Winston Churchill famously instructed the head of the Special Operations Executive to "Set Europe ablaze!." Agents of both the British Special Operations Executive and the American Office of Strategic Services underwent rigorous training before making their way, undetected, into occupied Europe to do just that. Working alone or in small cells, often cooperating with local resistance groups, agents undertook missions behind enemy lines involving sabotage, subversion, organizing resistance groups and intelligence-gathering.
SOE's first notable success was the destruction of a power station in France, stopping work at a vital U-boat base, and later operations included the assassination of Himmler's deputy Reinhard Heyrich and ending the Nazi atomic bomb program by destroying the heavy water plant at Vemork, Norway.
OSS operatives established anti-Nazi resistance groups across Europe, and managed to smuggle operatives into Nazi Germany, including running one of the war's most important spies, German diplomat Fritz Kolbe.

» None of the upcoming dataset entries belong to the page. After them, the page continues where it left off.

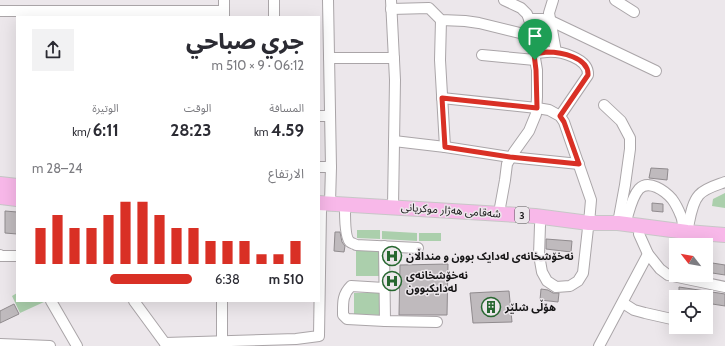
<!DOCTYPE html>
<html lang="ar">
<meta charset="utf-8">
<style>
:root{--surface:#fff;--page:#f2f2f3;--text:#2b2b33;--muted:#7c7c81;--accent:#d93025}
body{margin:0;font-family:Cabin,"Noto Sans Arabic",sans-serif;background:var(--page);color:var(--text);direction:rtl;height:100vh;display:flex;flex-direction:column;font-size:15px;white-space:nowrap}
*{box-sizing:border-box;margin:0}
p{font-size:13px;color:var(--muted)}
.icon{flex:none;width:22px;height:22px;fill:none;stroke:currentColor;stroke-width:2;stroke-linecap:round;stroke-linejoin:round}
.map{position:relative;flex:1;overflow:hidden;direction:ltr}
.details{position:absolute;left:16px;top:16px;width:304px;height:286px;display:flex;flex-direction:column;background:var(--surface);border-radius:0px;box-shadow:0 4px 16px #0002;direction:rtl}
.details>*{flex:none}
.needle{width:26px;rotate:301deg}
.fabs{position:absolute;left:669px;top:238px;display:grid;gap:8px}
.fabs a{display:grid;place-items:center;width:44px;height:44px;border-radius:0px;background:var(--surface);box-shadow:0 4px 16px #0002;font-size:20px}
.pin{position:absolute;display:grid;place-items:center;width:34px;height:34px;color:#fff;margin:-41px -17px;border-radius:50% 50% 50% 0;rotate:-45deg;box-shadow:0 0 4px #0007}
.pin .icon{rotate:45deg}
.round{display:grid;place-items:center;flex:none;width:42px;height:42px;border-radius:0px;background:var(--page)}
.headline{display:flex;align-items:center;justify-content:space-between;height:68px;padding:0 16px}
h1{font-size:22px;font-weight:800;line-height:30px}
.figures{display:grid;grid-template-columns:repeat(3,1fr);gap:6px;height:68px;padding:4px 16px}
.figures div{display:grid;align-content:center}
.figures b{font-size:17px;font-weight:800}
.figures small{font-size:11px;font-weight:400}
.figures p{font-size:11px}
.chart{height:112px;padding:8px 16px}
.chart p{display:flex;justify-content:space-between}
.chart svg{width:100%;height:72px;margin-top:4px;stroke:var(--accent);stroke-width:6}
ul{padding:0 16px;list-style:none;font-size:13px}
li{display:grid;grid-template-columns:64px 48px 1fr;align-items:center;height:30px}
li i{height:10px;border-radius:5px;background:var(--accent)}
.map>svg:first-child{display:block}
.green{fill:#abcfac}
.building{fill:#bfbabd;stroke:#908b8e}
.lines{fill:none;stroke-linecap:round;stroke-linejoin:round}
.minor-casing{stroke:#aaa5a8;stroke-width:12}
.highway-casing{stroke:#c7c7c7;stroke-width:16}
.minor{stroke:#fff;stroke-width:10}
.highway{stroke:#f8b8e9;stroke-width:14}
.route-casing{stroke:#fff;stroke-width:8}
.route{stroke:#d93025;stroke-width:5}
.labels{text-anchor:middle;stroke-width:3;stroke-linejoin:round;paint-order:stroke}
.shield{fill:#ece7eb;stroke:#565456;stroke-width:1}
.shield-label{font-size:10px;font-weight:bold;fill:#161516}
.street-label{font-size:11px;fill:#161516;stroke:#ece7eb}
.poi-label{font-size:11px;font-weight:bold;fill:#161516;stroke:#ece7eb;text-anchor:start}
</style>
<div class="map">
<svg width="725" height="346" viewBox="0 0 725 346">
<rect width="100%" height="100%" fill="#ece7eb"/>
<g class="green">
<path d="M725,193V208L712,206L713,199Z"/>
<path d="M357,230H380V239L357,238Z"/>
<path d="M382,231L417,233V241L382,239Z"/>
<rect x="419" y="233" width="22" height="8"/>
<rect x="356" y="251" width="25" height="25"/>
<path d="M17,293V301H43L44,302L20,313L12,296Z"/>
<path d="M354,293H379L380,315L354,314Z"/>
</g>
<g class="building">
<path d="M651,168L668,169L667,180L649,178Z"/>
<path d="M652,203L663,204V212L652,211Z"/>
<path d="M5,211L17,212V234L5,233Z"/>
<path d="M335,232H340L342,242L345,246L344,252L334,251Z"/>
<path d="M546,239L572,241L571,252L546,249Z"/>
<path d="M706,262L725,265V275L706,272Z"/>
<path d="M448,264L447,315H399L400,265Z"/>
<path d="M679,287L725,294V306L706,303V297H679Z"/>
<path d="M541,289L548,290L553,293H559L558,302L540,300Z"/>
<path d="M509,291L512,322L473,323L470,293Z"/>
<path d="M14,304L19,314L0,323V311Z"/>
</g>
<g class="lines">
<defs>
<g id="minor">
<path d="M224,0V17"/>
<path d="M274,0V17"/>
<path d="M328,0L331,167L330,203"/>
<path d="M391,0L395,80L393,206"/>
<path d="M553,0L549,13L556,52"/>
<path d="M615,0L634,12"/>
<path d="M391,9L429,8L441,20L465,21L479,23L532,36"/>
<path d="M0,11H224"/>
<path d="M529,19H543L551,21L656,71"/>
<path d="M441,20L440,60L445,147"/>
<path d="M534,54C538,53 543,52 547,52C560,51 589,58 588,75L560,116"/>
<path d="M482,55L535,60"/>
<path d="M329,58H394"/>
<path d="M442,98L537,108L549,110L560,116L564,122L591,200L589,223"/>
<path d="M604,105L621,121L630,138V149L625,185L618,223"/>
<path d="M319,116H330"/>
<path d="M394,141L445,147L510,157L579,164"/>
<path d="M319,167H331"/>
<path d="M345,210C345,217 345,238 350,242C351,243 355,244 356,245L418,248"/>
<path d="M499,213L505,180L507,164L514,152L529,131L536,114L537,97V70L532,40V29L529,19L527,14L521,8L504,0"/>
<path d="M625,224C629,213 631,198 639,189C649,179 665,191 672,199C675,203 679,211 681,216C683,220 683,226 683,231"/>
<path d="M540,225L539,255L542,272L547,281L556,287L570,286L578,281L583,273L588,228"/>
<path d="M687,232C690,220 691,204 699,195C705,188 717,185 725,182"/>
<path d="M639,234L648,254L660,269L668,275L725,287"/>
<path d="M384,246L385,321"/>
<path d="M0,255L1,256H17"/>
<path d="M384,288L351,286C342,295 343,303 343,315L347,319L385,321L437,322"/>
<path d="M51,301L77,346"/>
<path d="M134,301L167,346"/>
<path d="M222,301V341"/>
<path d="M623,303L634,310L645,313L676,320"/>
<path d="M165,343L296,339L319,336L321,210"/>
<path d="M0,344L50,346"/>
<path d="M599,346L648,254"/>
</g>
<g id="highway">
<path d="M0,184L17,186"/>
<path d="M0,197L17,199"/>
<path d="M319,203L535,216L589,223H618L687,232L725,235"/>
</g>
</defs>
<use href="#minor" class="minor-casing"/>
<use href="#highway" class="highway-casing"/>
<use href="#minor" class="minor"/>
<use href="#highway" class="highway"/>
</g>
<g class="lines">
<defs>
<path id="route" d="M547,52C560,52 589,57 588,75L560,116L564,122L579,164L510,157L445,147L442,98L537,108L536,70L534,54Z"/>
</defs>
<use href="#route" class="route-casing"/>
<use href="#route" class="route"/>
</g>
<defs>
<symbol id="hospital-ring" viewBox="-11 -11 22 22"><circle r="9.5" fill="#ece7eb" stroke="#276730" stroke-width="1.5"/><path d="M-5-5h3v3.5h4V-5h3V5h-3V1.5h-4V5h-3Z" fill="#276730"/></symbol>
<symbol id="building-ring" viewBox="-11 -11 22 22"><circle r="9.5" fill="#ece7eb" stroke="#276730" stroke-width="1.5"/><path d="M-4-6H4V6H1V3H-1V6H-4ZM-2.5-4.3h1.7v1.8h-1.7ZM.8-4.3h1.7v1.8H.8ZM-2.5-1h1.7V.8h-1.7ZM.8-1h1.7V.8H.8Z" fill="#276730"/></symbol>
</defs>
<g fill-rule="evenodd">
<use href="#hospital-ring" x="381" y="245" width="22" height="22"/>
<use href="#hospital-ring" x="381" y="270" width="22" height="22"/>
<use href="#building-ring" x="480" y="296" width="22" height="22"/>
</g>
<g class="labels">
<rect class="shield" x="515" y="207" width="14" height="16" rx="3"/>
<g class="shield-label">
<text x="522" y="219">3</text>
</g>
<g class="street-label">
<text transform="translate(451 210) rotate(4)" y="4">شەقامی ھەژار موکریانی</text>
</g>
<g class="poi-label">
<text x="406" y="260">نەخۆشخانەی لەدایک بوون و منداڵان</text>
<text x="406" y="279">نەخۆشخانەی<tspan x="406" dy="13">لەدایکبوون</tspan></text>
<text x="505" y="311">هۆڵی شلێر</text>
</g>
</g>
</svg>
<div class="fabs">
<a><svg class="needle" viewBox="-14 -14 28 28"><path d="M0-13l5 13h-10z" fill="#e53935"/><path d="M0 13l5-13h-10z" fill="#7c7c81"/></svg></a>
<a><svg class="icon" aria-label="locate" viewBox="0 0 24 24"><circle cx="12" cy="12" r="6"/><path d="M12 2v4M12 18v4M2 12h4M18 12h4"/></svg></a>
</div>
<div class="pin" style="left:535px;top:60px;background:#1e9e55"><svg class="icon" aria-label="arrive" viewBox="0 0 24 24"><path d="M6 21V4h12l-3 4 3 4H6"/></svg></div>
<section class="details">
<div class="headline"><div><h1>جري صباحي</h1><p>06:12 · 9 × 510 m</p></div><a class="round"><svg class="icon" aria-label="share" viewBox="0 0 24 24"><path d="M12 15V3M7 8l5-5 5 5M5 13v7h14v-7"/></svg></a></div>
<div class="figures">
<div><p>المسافة</p><b>4.59<small> km</small></b></div>
<div><p>الوقت</p><b>28:23</b></div>
<div><p>الوتيرة</p><b>6:11<small> /km</small></b></div>
</div>
<div class="chart"><p><span>الارتفاع</span>24–28 m</p>
<svg viewBox="0 0 160 44" preserveAspectRatio="none"><path d="M5 44V22M15 44V14M25 44V22M35 44V22M45 44V14M55 44V6M65 44V6M75 44V14M85 44V22M95 44V22M105 44V30M115 44V30M125 44V30M135 44V38M145 44V38M155 44V30"/></svg>
</div>
<ul>
<li><b>510 m</b>6:38<i style="width:51%"></i></li>
</ul>
</section>
</div>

All missions were incredibly dangerous and many agents were captured, tortured, and ultimately killed — the life expectancy of an SOE wireless operator in occupied France was just six weeks. In this short history, historian James Stejskal examines why these agencies were established, the training regime and ingenious tools developed to enable agents to undertake their missions, their operational successes, and their legacy.